Saved data entries:
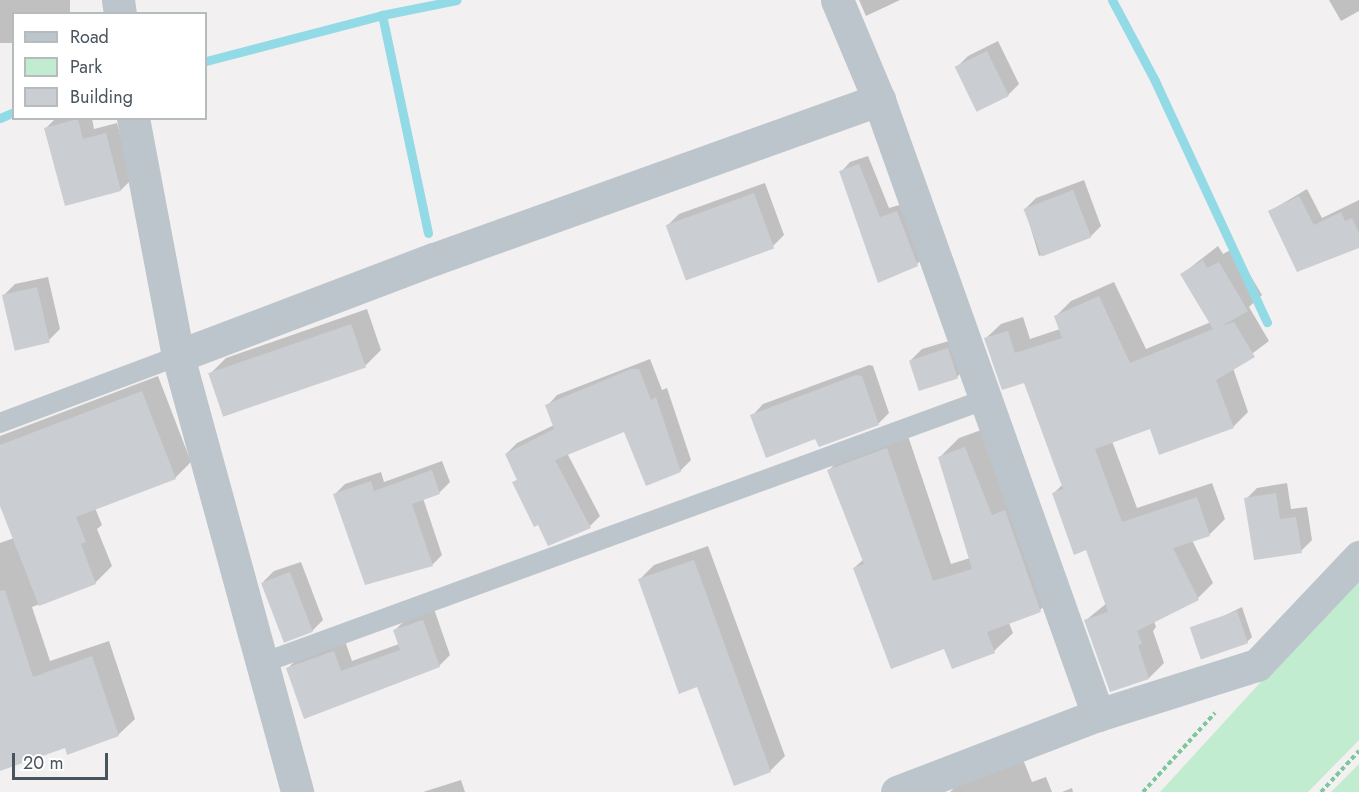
<!DOCTYPE html>
<html>
<head>
<meta charset="utf-8">
<style>
	body { margin:0 }
	#map { position:relative; width:1359px; height:792px; overflow:hidden; background:#f2f0f0; font-family:Jost,sans-serif }
	div>[style] { position:absolute }
	.green>* { inset:0; background:#c2eccf }
	.shadow>* { inset:0; background:#0003 }
	.stream>* { height:9px; margin:-4.5px; padding:0 4.5px; transform-origin:4.5px; border-radius:4.5px; background:#92dae5 }
	.building>* { inset:0; background:#cacdd2; transform-origin:0 0 }
	.path>* { height:4px; margin-top:-2px; transform-origin:0; background:repeating-linear-gradient(90deg,#7cc79d 0 4.5px,transparent 0 7.5px) }
	.service>* { height:20px; margin:-10px; padding:0 10px; transform-origin:10px; border-radius:10px; background:#bcc5cb }
	.minor>* { height:33px; margin:-16.5px; padding:0 16.5px; transform-origin:16.5px; border-radius:16.5px; background:#bcc5cb }
	span { translate:-50% -50%; white-space:nowrap; text-align:center; line-height:1.15; -webkit-text-stroke:6px #fff; paint-order:stroke }
	.legend { position:absolute; left:12px; top:12px; width:195px; height:108px; box-sizing:border-box; background:#fff; border:2px solid #b6bbbe; margin:0; padding:8px 10px; list-style:none; font-size:18px; color:#49545c }
	.legend li { display:flex; align-items:center; gap:12px; height:30px }
	.legend b { width:30px; border:2px solid #b6bbbe }
	.scale { position:absolute; left:12px; top:753px; width:96px; height:27px; box-sizing:border-box; border:3px solid #49545c; border-top:0; padding-left:8px; font-size:18px; line-height:21px; white-space:nowrap; color:#49545c; -webkit-text-stroke:4px #fff; paint-order:stroke }
</style>
</head>
<body>
<div id="map">
	<div class="green">
		<i style="clip-path:polygon(1359px 575px,1359px 740px,1308px 792px,1160px 792px)"></i>
		<i style="clip-path:polygon(1359px 764px,1359px 792px,1331px 792px)"></i>
	</div>
	<div class="shadow">
		<i style="clip-path:polygon(0 0,70px 0,70px 14px,14px 14px,14px 43px,0 43px)"></i>
		<i style="clip-path:polygon(859px 0,900px 0,866px 16px)"></i>
		<i style="clip-path:polygon(1329px 0,1359px 0,1359px 11px,1341px 21px)"></i>
		<i style="clip-path:polygon(998px 41px,1019px 84px,1008px 95px,957px 67px,968px 56px)"></i>
		<i style="clip-path:polygon(56px 118px,92px 118px,94px 129px,117px 123px,132px 179px,121px 190px,46px 128px)"></i>
		<i style="clip-path:polygon(868px 156px,889px 208px,906px 203px,926px 255px,917px 264px,841px 172px,850px 162px)"></i>
		<i style="clip-path:polygon(1084px 180px,1101px 226px,1090px 237px,1039px 256px,1025px 209px,1036px 198px)"></i>
		<i style="clip-path:polygon(765px 183px,784px 235px,773px 246px,668px 225px,679px 214px)"></i>
		<i style="clip-path:polygon(1307px 189px,1322px 218px,1359px 200px,1359px 244px,1270px 211px)"></i>
		<i style="clip-path:polygon(1218px 246px,1223px 254px,1234px 248px,1262px 295px,1249px 307px,1269px 341px,1233px 368px,1248px 412px,1233px 427px,1151px 427px,1112px 441px,1137px 508px,1212px 483px,1225px 519px,1210px 534px,1192px 540px,1213px 583px,1198px 598px,1154px 621px,1156px 627px,1153px 631px,1164px 663px,1149px 678px,1111px 690px,1086px 620px,1107px 603px,1087px 548px,1054px 493px,1063px 484px,1025px 381px,985px 339px,1001px 324px,1023px 317px,1030px 339px,1060px 329px,1056px 316px,1071px 301px,1114px 282px,1146px 349px,1211px 322px,1182px 274px)"></i>
		<i style="clip-path:polygon(48px 277px,60px 329px,49px 340px,4px 295px,15px 284px)"></i>
		<i style="clip-path:polygon(367px 309px,381px 350px,365px 366px,210px 374px,226px 358px)"></i>
		<i style="clip-path:polygon(959px 338px,968px 366px,957px 377px,911px 360px,922px 349px)"></i>
		<i style="clip-path:polygon(650px 359px,662px 390px,667px 388px,691px 460px,680px 471px,625px 430px,567px 453px,600px 516px,590px 526px,514px 483px,518px 479px,506px 454px,517px 443px,554px 425px,547px 406px,557px 395px)"></i>
		<i style="clip-path:polygon(869px 365px,873px 366px,889px 413px,878px 424px,816px 437px,752px 416px,763px 404px)"></i>
		<i style="clip-path:polygon(158px 376px,191px 462px,175px 478px,95px 508px,102px 525px,97px 529px,112px 566px,95px 583px,32px 607px,50px 661px,109px 641px,135px 719px,118px 735px,66px 746px,0 770px,0 543px,14px 538px,0 501px,0 436px)"></i>
		<i style="clip-path:polygon(984px 429px,1059px 592px,1040px 610px,1009px 623px,1013px 633px,994px 651px,945px 647px,854px 568px,864px 559px,829px 470px,848px 451px,906px 430px,951px 564px,970px 558px,940px 457px,959px 438px)"></i>
		<i style="clip-path:polygon(442px 461px,450px 482px,440px 492px,423px 498px,442px 555px,432px 565px,335px 494px,345px 484px,381px 472px,384px 482px)"></i>
		<i style="clip-path:polygon(1287px 483px,1291px 509px,1307px 507px,1312px 540px,1301px 551px,1246px 499px,1257px 488px)"></i>
		<i style="clip-path:polygon(708px 546px,785px 756px,771px 770px,735px 784px,698px 685px,640px 579px,654px 565px)"></i>
		<i style="clip-path:polygon(301px 562px,323px 620px,312px 631px,263px 582px,274px 571px)"></i>
		<i style="clip-path:polygon(1242px 607px,1252px 637px,1247px 642px,1193px 631px)"></i>
		<i style="clip-path:polygon(434px 609px,450px 655px,439px 666px,305px 717px,288px 668px,299px 657px,345px 641px,352px 661px,399px 644px,395px 630px,406px 619px)"></i>
		<i style="clip-path:polygon(1022px 757px,1032px 782px,1046px 777px,1052px 792px,950px 792px,964px 778px)"></i>
		<i style="clip-path:polygon(461px 780px,465px 792px,423px 792px)"></i>
		<i style="clip-path:polygon(1072px 788px,1073px 792px,1062px 792px)"></i>
	</div>
	<div class="stream">
		<i style="left:1112px;top:0;width:92px;rotate:62deg"></i>
		<i style="left:1155px;top:81px;width:266px;rotate:65.1deg"></i>
		<i style="left:206px;top:61px;width:182px;rotate:-14.6deg"></i>
		<i style="left:0;top:118px;width:15px;rotate:-23deg"></i>
		<i style="left:428px;top:233px;width:223px;rotate:-101.9deg"></i>
		<i style="left:382px;top:15px;width:76px;rotate:-11.3deg"></i>
	</div>
	<div class="building">
		<i style="left:987px;top:51px;width:50px;height:36px;rotate:64deg"></i>
		<i style="clip-path:polygon(78px 119px,83px 139px,106px 133px,121px 191px,65px 206px,44px 128px)"></i>
		<i style="clip-path:polygon(859px 164px,880px 217px,897px 211px,918px 266px,878px 283px,839px 171px)"></i>
		<i style="left:1073px;top:190px;width:51px;height:53px;rotate:69deg"></i>
		<i style="left:754px;top:193px;width:59px;height:94px;rotate:70deg"></i>
		<i style="clip-path:polygon(1299px 196px,1314px 225px,1341px 212px,1345px 221px,1352px 218px,1359px 233px,1359px 248px,1297px 272px,1268px 211px)"></i>
		<i style="clip-path:polygon(1203px 260px,1207px 268px,1219px 262px,1248px 311px,1222px 326px,1234px 322px,1255px 357px,1216px 380px,1234px 428px,1159px 455px,1150px 429px,1095px 449px,1122px 522px,1197px 497px,1210px 536px,1173px 548px,1199px 600px,1137px 631px,1142px 644px,1138px 645px,1149px 679px,1110px 692px,1084px 620px,1108px 612px,1086px 550px,1074px 555px,1052px 493px,1063px 489px,1024px 383px,1002px 390px,984px 338px,1008px 331px,1015px 353px,1062px 338px,1054px 316px,1099px 296px,1130px 363px,1213px 329px,1180px 274px)"></i>
		<i style="left:37px;top:287px;width:57px;height:36px;rotate:77deg"></i>
		<i style="left:351px;top:324px;width:46px;height:151px;rotate:71deg"></i>
		<i style="left:948px;top:348px;width:32px;height:41px;rotate:72deg"></i>
		<i style="clip-path:polygon(631px 369px,639px 369px,651px 400px,656px 397px,681px 472px,646px 486px,624px 432px,555px 460px,591px 528px,548px 546px,538px 525px,534px 527px,512px 482px,517px 480px,505px 454px,554px 429px,545px 405px)"></i>
		<i style="clip-path:polygon(856px 375px,862px 376px,879px 425px,819px 447px,815px 439px,766px 458px,750px 415px)"></i>
		<i style="clip-path:polygon(142px 391px,176px 479px,76px 517px,86px 542px,81px 544px,96px 584px,39px 606px,0 506px,0 445px)"></i>
		<i style="clip-path:polygon(965px 447px,992px 515px,1005px 510px,1041px 612px,987px 632px,995px 653px,952px 669px,944px 649px,891px 669px,853px 568px,864px 564px,827px 470px,887px 448px,933px 581px,972px 569px,938px 457px)"></i>
		<i style="clip-path:polygon(432px 470px,440px 494px,412px 504px,433px 566px,365px 585px,333px 494px,371px 481px,374px 491px)"></i>
		<i style="clip-path:polygon(1276px 493px,1280px 519px,1296px 517px,1302px 553px,1254px 560px,1244px 498px)"></i>
		<i style="clip-path:polygon(694px 560px,771px 772px,734px 786px,697px 687px,679px 694px,638px 579px)"></i>
		<i style="left:290px;top:572px;width:64px;height:31px;rotate:69deg"></i>
		<i style="clip-path:polygon(5px 590px,33px 677px,92px 656px,119px 736px,67px 755px,65px 748px,0 771px,0 591px)"></i>
		<i style="left:1237px;top:611px;width:34px;height:50px;rotate:71deg"></i>
		<i style="clip-path:polygon(423px 620px,440px 667px,304px 719px,286px 668px,334px 651px,341px 671px,400px 650px,393px 630px)"></i>
	</div>
	<div class="path">
		<i style="left:1143px;top:792px;width:107px;rotate:-47.7deg"></i>
		<i style="left:1321px;top:792px;width:56px;rotate:-47.2deg"></i>
	</div>
	<div class="service">
		<i style="left:0;top:423px;width:190px;rotate:-20.6deg"></i>
		<i style="left:260px;top:664px;width:773px;rotate:-20.05deg"></i>
	</div>
	<div class="minor">
		<i style="left:118px;top:0;width:14px;rotate:82deg"></i>
		<i style="left:837px;top:0;width:108px;rotate:67.2deg"></i>
		<i style="left:879px;top:100px;width:653px;rotate:70.4deg"></i>
		<i style="left:133px;top:118px;width:242px;rotate:79.3deg"></i>
		<i style="left:178px;top:356px;width:452px;rotate:74.7deg"></i>
		<i style="left:178px;top:356px;width:274px;rotate:-20.8deg"></i>
		<i style="left:434px;top:259px;width:473px;rotate:-19.7deg"></i>
		<i style="left:897px;top:792px;width:215px;rotate:-21deg"></i>
		<i style="left:1098px;top:715px;width:167px;rotate:-17.5deg"></i>
		<i style="left:1257px;top:665px;width:149px;rotate:-46.6deg"></i>
	</div>
	<ul class="legend">
	<li><b style="height:8px;background:#bcc5cb"></b>Road</li>
	<li><b style="height:16px;background:#c2eccf"></b>Park</li>
	<li><b style="height:16px;background:#cacdd2"></b>Building</li>
	</ul>
	<div class="scale">20 m</div>
</div>
</body>
</html>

▶ **ABOUT THIS EXERCISE**: Working from the entries above, find every line in which the word "service" occurs and copy it.

▶ **ANSWER SPACE**:
	.service>* { height:20px; margin:-10px; padding:0 10px; transform-origin:10px; border-radius:10px; background:#bcc5cb }
	<div class="service">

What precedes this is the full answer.